(Records excerpted from a collection)
════
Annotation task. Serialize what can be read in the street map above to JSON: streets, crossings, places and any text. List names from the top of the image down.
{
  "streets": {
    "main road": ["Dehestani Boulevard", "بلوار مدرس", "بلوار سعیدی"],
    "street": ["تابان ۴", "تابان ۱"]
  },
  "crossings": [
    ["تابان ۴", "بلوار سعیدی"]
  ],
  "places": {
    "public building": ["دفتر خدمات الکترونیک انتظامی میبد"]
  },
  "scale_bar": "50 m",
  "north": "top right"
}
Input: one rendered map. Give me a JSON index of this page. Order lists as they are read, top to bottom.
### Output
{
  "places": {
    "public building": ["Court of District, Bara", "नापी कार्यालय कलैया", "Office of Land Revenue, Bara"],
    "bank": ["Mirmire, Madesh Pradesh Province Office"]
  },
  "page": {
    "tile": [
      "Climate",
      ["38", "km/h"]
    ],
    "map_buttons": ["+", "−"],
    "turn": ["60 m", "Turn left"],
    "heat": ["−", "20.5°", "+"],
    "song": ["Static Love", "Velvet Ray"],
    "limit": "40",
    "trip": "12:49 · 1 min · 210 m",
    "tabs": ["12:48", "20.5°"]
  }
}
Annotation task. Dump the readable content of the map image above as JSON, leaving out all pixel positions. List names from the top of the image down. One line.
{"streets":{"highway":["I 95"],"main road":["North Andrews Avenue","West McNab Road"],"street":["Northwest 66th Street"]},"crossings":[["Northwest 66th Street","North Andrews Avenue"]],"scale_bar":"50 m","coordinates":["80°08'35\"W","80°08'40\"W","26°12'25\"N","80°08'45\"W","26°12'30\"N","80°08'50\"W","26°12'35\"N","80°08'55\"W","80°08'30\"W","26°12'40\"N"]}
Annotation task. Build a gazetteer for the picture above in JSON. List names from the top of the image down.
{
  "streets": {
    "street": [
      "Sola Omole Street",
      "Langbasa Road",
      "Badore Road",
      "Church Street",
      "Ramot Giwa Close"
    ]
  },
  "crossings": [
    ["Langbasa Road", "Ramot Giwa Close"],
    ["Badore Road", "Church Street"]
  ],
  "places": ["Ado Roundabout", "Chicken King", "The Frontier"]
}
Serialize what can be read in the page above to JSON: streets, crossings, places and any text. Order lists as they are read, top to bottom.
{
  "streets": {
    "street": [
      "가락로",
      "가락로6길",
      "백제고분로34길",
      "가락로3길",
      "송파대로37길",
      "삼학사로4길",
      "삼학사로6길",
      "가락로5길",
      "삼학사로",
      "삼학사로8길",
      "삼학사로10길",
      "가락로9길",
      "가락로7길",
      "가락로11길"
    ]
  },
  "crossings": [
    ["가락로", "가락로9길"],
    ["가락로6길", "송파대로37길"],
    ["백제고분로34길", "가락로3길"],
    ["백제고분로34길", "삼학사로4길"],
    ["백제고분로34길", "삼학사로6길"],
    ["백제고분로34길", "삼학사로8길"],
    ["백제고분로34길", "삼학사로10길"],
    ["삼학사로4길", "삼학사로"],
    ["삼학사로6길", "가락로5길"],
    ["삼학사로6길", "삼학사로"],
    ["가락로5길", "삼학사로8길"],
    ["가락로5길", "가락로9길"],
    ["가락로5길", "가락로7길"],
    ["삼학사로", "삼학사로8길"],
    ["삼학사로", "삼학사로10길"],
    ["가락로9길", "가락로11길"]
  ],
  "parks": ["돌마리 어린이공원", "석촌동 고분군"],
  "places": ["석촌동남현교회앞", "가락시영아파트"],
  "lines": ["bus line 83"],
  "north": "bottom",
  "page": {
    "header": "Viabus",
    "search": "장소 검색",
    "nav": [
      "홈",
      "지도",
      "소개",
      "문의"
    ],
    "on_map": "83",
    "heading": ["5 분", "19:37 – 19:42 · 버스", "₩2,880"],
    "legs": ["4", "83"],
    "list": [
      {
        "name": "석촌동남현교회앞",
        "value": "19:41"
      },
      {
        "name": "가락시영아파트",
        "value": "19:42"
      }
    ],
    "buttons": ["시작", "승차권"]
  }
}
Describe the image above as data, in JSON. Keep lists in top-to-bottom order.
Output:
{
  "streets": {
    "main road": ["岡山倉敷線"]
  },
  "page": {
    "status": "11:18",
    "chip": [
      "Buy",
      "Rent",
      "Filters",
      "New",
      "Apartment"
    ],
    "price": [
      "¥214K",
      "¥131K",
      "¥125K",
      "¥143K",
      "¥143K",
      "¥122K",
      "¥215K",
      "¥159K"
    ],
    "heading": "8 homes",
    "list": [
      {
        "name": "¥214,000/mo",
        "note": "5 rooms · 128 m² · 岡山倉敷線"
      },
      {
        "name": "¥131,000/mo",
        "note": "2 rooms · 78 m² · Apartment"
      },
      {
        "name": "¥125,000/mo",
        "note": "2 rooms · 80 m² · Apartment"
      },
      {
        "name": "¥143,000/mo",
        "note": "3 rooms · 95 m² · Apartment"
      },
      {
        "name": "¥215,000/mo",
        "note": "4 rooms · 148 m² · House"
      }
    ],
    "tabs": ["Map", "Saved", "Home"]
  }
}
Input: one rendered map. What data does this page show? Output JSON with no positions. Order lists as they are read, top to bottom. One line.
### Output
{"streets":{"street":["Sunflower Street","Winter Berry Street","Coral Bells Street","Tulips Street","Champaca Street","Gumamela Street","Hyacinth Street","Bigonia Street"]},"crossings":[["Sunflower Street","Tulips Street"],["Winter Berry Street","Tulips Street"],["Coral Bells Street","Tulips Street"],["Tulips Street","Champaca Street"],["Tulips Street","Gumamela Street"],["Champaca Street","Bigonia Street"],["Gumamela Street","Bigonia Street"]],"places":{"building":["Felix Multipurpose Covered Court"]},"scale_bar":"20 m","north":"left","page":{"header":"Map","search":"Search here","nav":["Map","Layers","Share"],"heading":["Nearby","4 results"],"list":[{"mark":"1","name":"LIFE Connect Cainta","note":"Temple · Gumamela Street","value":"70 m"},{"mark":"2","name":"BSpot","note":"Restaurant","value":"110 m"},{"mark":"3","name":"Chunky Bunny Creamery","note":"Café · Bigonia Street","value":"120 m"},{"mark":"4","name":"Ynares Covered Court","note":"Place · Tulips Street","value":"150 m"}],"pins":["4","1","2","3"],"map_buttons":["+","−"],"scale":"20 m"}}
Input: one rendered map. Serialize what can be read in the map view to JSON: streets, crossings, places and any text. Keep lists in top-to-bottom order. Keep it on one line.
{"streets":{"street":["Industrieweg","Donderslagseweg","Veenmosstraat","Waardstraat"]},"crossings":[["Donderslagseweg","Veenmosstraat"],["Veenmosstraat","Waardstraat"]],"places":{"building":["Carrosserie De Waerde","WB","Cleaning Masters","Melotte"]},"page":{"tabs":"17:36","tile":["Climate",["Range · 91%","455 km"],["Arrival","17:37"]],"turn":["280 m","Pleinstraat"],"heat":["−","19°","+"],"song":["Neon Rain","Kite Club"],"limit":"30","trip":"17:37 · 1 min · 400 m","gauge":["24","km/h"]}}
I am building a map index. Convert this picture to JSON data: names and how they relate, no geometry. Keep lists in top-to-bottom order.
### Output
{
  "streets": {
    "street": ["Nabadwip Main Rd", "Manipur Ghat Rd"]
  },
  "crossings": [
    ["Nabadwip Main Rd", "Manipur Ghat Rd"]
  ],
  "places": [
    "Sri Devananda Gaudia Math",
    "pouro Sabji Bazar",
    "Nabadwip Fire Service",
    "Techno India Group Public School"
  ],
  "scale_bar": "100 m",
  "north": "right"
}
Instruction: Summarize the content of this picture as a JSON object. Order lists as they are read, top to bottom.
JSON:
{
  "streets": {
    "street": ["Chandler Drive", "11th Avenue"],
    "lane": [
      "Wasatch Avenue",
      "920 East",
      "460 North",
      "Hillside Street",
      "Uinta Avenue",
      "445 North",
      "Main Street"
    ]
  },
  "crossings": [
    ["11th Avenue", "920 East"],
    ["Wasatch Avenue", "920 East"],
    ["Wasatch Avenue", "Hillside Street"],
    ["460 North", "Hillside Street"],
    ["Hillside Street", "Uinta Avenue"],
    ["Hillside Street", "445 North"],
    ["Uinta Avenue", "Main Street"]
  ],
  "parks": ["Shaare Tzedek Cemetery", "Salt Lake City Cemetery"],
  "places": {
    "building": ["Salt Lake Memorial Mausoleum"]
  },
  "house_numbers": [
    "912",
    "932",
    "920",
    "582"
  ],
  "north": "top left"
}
════
Begin with the first line of the records and reproduce each line as is, ending with the line that holds "Input: one rendered map. Give".

(Result of this task)
Annotation task. Serialize what can be read in the street map above to JSON: streets, crossings, places and any text. List names from the top of the image down.
{
  "streets": {
    "main road": ["Dehestani Boulevard", "بلوار مدرس", "بلوار سعیدی"],
    "street": ["تابان ۴", "تابان ۱"]
  },
  "crossings": [
    ["تابان ۴", "بلوار سعیدی"]
  ],
  "places": {
    "public building": ["دفتر خدمات الکترونیک انتظامی میبد"]
  },
  "scale_bar": "50 m",
  "north": "top right"
}
Input: one rendered map. Give me a JSON index of this page. Order lists as they are read, top to bottom.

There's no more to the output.